AFAIK it remains unknown how many viruses are required and where in the human body to get an infection. So 'quantities large enough to be infectious' is probably false.
There are very well defined scientific protocols for what an infectious dose is, used in this research. You can put your “probably false” argument against the contents of the paper.
I was not referring to anything like that, but to the fact that a different amount of different viruses is required to cause an infection. E.g. in this paper it is estimated that influenza A (in aerosol form) requires around 2000-3000 viruses to infect: https://www.hindawi.com/journals/av/2014/859090/#conclusions. On the other hand Noro-viruses can infect a person in much smaller quantities (don't bother finding a reference but you'll find it quickly). All I'm saying that it's unlikely that we know such numbers at this point for SARS-CoV-2 so in the paper you linked they must have used some other definition for an 'infectous dose' than what you'd intuitively think.

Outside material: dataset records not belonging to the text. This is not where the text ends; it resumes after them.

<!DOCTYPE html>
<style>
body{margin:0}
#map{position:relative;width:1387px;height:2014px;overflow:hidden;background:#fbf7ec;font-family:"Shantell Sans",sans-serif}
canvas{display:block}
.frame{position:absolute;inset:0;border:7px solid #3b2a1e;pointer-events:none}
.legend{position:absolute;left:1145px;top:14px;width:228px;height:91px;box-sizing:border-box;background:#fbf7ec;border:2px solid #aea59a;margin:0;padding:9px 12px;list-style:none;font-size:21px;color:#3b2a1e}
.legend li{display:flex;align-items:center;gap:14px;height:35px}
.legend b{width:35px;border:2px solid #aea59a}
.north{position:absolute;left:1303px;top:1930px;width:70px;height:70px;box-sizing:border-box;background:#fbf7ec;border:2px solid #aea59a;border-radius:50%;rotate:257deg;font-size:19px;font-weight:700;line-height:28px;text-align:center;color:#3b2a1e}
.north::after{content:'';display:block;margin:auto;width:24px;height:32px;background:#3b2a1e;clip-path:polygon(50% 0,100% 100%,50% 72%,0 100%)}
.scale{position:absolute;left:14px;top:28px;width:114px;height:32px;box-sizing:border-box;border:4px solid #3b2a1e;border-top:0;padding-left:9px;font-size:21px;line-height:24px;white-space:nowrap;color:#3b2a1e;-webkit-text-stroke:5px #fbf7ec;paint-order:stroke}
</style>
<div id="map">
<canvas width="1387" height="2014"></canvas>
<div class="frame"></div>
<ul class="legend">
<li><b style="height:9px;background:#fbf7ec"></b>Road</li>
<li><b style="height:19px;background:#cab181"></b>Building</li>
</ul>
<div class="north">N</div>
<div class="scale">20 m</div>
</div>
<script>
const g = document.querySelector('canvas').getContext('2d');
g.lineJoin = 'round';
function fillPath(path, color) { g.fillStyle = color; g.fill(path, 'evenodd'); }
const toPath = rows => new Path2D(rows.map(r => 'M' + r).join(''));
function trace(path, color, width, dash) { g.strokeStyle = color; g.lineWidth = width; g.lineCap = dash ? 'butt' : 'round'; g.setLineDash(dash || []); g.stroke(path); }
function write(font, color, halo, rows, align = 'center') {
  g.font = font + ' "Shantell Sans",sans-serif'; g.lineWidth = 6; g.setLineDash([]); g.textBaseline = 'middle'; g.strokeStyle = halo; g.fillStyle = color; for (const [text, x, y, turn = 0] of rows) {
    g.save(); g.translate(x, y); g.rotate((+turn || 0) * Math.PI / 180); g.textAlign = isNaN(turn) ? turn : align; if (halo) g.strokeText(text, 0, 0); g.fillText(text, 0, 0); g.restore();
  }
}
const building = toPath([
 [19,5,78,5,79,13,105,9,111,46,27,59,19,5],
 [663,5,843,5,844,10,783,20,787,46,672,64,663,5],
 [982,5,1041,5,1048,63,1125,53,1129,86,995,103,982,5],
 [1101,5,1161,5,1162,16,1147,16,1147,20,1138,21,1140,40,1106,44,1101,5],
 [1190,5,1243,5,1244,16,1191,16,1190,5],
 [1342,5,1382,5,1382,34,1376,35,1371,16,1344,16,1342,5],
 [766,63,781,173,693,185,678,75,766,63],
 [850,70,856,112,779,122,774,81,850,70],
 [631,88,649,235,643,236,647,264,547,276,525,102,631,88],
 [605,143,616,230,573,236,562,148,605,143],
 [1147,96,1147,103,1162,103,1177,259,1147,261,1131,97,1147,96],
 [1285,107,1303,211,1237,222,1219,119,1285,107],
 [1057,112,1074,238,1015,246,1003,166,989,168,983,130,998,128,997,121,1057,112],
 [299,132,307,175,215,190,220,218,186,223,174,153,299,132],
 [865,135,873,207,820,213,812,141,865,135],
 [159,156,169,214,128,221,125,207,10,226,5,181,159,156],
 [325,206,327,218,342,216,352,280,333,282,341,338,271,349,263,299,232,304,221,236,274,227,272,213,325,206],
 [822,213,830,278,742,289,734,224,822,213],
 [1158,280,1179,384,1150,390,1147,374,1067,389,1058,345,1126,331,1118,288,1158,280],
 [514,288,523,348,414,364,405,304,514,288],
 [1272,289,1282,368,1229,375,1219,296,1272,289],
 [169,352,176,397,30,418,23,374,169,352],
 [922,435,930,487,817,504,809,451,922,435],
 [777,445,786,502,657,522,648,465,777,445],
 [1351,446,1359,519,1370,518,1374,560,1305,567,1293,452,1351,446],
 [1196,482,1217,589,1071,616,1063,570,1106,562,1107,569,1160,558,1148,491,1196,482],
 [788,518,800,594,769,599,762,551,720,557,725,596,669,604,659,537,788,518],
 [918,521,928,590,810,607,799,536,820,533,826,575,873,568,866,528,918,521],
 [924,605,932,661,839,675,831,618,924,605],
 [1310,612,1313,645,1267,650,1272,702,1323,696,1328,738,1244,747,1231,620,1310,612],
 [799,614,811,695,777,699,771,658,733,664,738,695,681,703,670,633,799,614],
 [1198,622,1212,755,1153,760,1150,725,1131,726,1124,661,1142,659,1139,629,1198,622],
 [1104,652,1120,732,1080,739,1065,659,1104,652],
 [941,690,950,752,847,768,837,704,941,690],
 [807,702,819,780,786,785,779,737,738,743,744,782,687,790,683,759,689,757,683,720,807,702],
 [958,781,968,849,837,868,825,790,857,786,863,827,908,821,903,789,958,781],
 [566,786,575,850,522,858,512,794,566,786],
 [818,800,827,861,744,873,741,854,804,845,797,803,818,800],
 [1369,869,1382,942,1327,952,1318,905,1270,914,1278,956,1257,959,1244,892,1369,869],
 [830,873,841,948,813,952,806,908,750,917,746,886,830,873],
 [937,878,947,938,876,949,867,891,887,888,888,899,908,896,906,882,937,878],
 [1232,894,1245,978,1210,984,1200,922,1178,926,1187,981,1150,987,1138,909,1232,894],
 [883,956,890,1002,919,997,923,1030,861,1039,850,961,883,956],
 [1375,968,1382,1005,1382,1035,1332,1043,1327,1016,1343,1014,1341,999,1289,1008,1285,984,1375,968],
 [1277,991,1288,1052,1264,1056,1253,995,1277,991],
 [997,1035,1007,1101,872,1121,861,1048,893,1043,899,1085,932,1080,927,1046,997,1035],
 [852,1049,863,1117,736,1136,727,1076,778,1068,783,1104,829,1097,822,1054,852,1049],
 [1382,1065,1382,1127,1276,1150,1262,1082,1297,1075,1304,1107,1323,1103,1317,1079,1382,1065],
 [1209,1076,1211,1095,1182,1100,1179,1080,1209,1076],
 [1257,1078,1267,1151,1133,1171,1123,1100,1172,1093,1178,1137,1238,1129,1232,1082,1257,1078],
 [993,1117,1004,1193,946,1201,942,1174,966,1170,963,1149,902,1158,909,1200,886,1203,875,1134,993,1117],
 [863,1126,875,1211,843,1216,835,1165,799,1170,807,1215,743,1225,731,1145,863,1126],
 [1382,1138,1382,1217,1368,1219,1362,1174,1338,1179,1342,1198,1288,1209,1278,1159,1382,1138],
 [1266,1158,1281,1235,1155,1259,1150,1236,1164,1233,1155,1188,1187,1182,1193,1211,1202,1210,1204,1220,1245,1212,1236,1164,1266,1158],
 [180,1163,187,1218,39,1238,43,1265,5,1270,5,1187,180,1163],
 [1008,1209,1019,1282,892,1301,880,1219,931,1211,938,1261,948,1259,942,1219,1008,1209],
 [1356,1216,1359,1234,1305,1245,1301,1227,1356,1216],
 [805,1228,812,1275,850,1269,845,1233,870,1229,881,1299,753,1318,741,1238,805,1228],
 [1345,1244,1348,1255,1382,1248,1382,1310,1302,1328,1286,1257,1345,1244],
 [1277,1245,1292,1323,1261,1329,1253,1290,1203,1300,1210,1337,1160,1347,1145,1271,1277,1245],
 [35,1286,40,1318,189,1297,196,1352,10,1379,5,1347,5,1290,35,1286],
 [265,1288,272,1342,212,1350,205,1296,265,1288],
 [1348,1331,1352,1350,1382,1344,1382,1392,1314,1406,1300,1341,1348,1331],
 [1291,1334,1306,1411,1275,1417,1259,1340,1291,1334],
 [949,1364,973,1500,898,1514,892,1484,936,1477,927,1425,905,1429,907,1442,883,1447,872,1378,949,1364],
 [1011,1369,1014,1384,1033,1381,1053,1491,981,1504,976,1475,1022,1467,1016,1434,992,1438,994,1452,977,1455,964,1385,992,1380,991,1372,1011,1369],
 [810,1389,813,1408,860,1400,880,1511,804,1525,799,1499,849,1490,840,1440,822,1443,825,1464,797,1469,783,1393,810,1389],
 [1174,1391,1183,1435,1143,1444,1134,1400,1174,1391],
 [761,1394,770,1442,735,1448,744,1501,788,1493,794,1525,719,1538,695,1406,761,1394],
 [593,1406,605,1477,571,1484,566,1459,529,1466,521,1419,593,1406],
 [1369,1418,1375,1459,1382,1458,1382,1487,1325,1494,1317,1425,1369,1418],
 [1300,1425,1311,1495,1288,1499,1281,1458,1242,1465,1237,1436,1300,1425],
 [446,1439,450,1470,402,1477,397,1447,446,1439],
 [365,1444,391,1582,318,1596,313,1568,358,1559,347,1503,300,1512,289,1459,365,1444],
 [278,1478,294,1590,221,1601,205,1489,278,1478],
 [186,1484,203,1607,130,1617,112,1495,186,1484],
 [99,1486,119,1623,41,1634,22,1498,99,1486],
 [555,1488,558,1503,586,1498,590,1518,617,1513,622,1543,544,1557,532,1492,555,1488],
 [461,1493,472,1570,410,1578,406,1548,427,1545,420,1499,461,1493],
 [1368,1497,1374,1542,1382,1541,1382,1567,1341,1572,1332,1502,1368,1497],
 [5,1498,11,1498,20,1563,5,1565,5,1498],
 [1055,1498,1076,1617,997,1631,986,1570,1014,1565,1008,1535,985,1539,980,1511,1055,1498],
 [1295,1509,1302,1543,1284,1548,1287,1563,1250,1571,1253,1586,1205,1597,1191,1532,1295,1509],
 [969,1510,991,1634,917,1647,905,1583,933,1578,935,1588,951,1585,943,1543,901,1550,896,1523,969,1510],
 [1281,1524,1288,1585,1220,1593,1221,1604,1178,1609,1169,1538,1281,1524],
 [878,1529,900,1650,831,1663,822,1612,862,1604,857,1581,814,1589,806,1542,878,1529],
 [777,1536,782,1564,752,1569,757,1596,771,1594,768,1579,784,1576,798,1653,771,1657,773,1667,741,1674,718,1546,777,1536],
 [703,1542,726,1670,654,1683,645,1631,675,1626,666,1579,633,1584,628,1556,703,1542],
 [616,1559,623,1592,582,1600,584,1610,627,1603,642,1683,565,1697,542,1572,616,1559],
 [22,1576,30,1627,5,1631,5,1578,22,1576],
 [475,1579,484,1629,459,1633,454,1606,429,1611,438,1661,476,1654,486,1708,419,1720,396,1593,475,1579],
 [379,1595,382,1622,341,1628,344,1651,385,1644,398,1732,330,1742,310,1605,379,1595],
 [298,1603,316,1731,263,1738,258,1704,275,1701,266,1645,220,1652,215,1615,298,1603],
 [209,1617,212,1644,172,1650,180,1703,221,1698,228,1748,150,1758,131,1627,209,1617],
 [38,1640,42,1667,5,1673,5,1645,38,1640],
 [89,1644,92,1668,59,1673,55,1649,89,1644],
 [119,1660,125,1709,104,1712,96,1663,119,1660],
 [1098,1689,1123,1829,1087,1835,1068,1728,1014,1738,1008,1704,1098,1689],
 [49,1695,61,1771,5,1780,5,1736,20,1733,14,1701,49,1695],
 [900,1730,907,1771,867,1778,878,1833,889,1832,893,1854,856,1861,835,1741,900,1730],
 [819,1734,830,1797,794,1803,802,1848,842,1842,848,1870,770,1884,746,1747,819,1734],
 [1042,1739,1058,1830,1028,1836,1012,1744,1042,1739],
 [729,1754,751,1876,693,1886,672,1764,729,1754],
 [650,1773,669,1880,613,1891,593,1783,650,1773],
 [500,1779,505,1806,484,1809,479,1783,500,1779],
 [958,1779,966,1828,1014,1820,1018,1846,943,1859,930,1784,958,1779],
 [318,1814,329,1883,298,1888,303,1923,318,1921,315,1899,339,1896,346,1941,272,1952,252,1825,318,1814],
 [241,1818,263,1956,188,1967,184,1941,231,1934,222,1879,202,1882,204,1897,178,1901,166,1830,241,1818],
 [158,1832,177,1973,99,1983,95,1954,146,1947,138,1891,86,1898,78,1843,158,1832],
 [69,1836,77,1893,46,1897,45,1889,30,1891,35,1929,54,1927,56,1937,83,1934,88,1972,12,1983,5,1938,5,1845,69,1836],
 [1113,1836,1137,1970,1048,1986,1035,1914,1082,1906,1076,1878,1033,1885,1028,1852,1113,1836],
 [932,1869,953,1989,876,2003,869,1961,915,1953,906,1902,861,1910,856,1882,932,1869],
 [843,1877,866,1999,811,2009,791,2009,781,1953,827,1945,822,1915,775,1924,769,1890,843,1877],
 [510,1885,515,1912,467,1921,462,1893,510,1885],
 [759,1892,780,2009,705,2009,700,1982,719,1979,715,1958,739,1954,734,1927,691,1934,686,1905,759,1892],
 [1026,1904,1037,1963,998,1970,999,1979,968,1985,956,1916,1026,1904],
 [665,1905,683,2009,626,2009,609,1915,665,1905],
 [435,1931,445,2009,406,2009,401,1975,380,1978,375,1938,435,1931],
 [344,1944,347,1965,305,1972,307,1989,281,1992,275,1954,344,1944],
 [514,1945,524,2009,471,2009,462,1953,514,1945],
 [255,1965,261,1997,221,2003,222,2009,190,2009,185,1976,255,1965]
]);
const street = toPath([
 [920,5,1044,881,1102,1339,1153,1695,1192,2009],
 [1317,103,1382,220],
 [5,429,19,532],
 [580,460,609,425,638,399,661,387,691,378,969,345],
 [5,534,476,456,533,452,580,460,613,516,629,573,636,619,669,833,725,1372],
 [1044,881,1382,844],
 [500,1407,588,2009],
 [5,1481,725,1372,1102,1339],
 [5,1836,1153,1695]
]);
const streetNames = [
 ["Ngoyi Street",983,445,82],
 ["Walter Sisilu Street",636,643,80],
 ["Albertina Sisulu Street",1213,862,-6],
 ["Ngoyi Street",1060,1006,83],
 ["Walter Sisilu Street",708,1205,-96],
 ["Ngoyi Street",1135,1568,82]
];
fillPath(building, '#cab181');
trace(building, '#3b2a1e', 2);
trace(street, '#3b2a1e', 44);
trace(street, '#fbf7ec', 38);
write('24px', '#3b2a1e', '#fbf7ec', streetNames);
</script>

Edit: Now that I actually read the paper that OP posted, it seems that they're estimating the half-life of SARS-CoV-2. It really depends on the initial amount of viruses how long it takes to go below some fixed 'non-infectious limit'. So numbers such as '3 hours' quoted in the paper are pretty much meaningless in practical situations where the inital amount of viruses might be much different. It's not that they're trying to emulate a cough or something.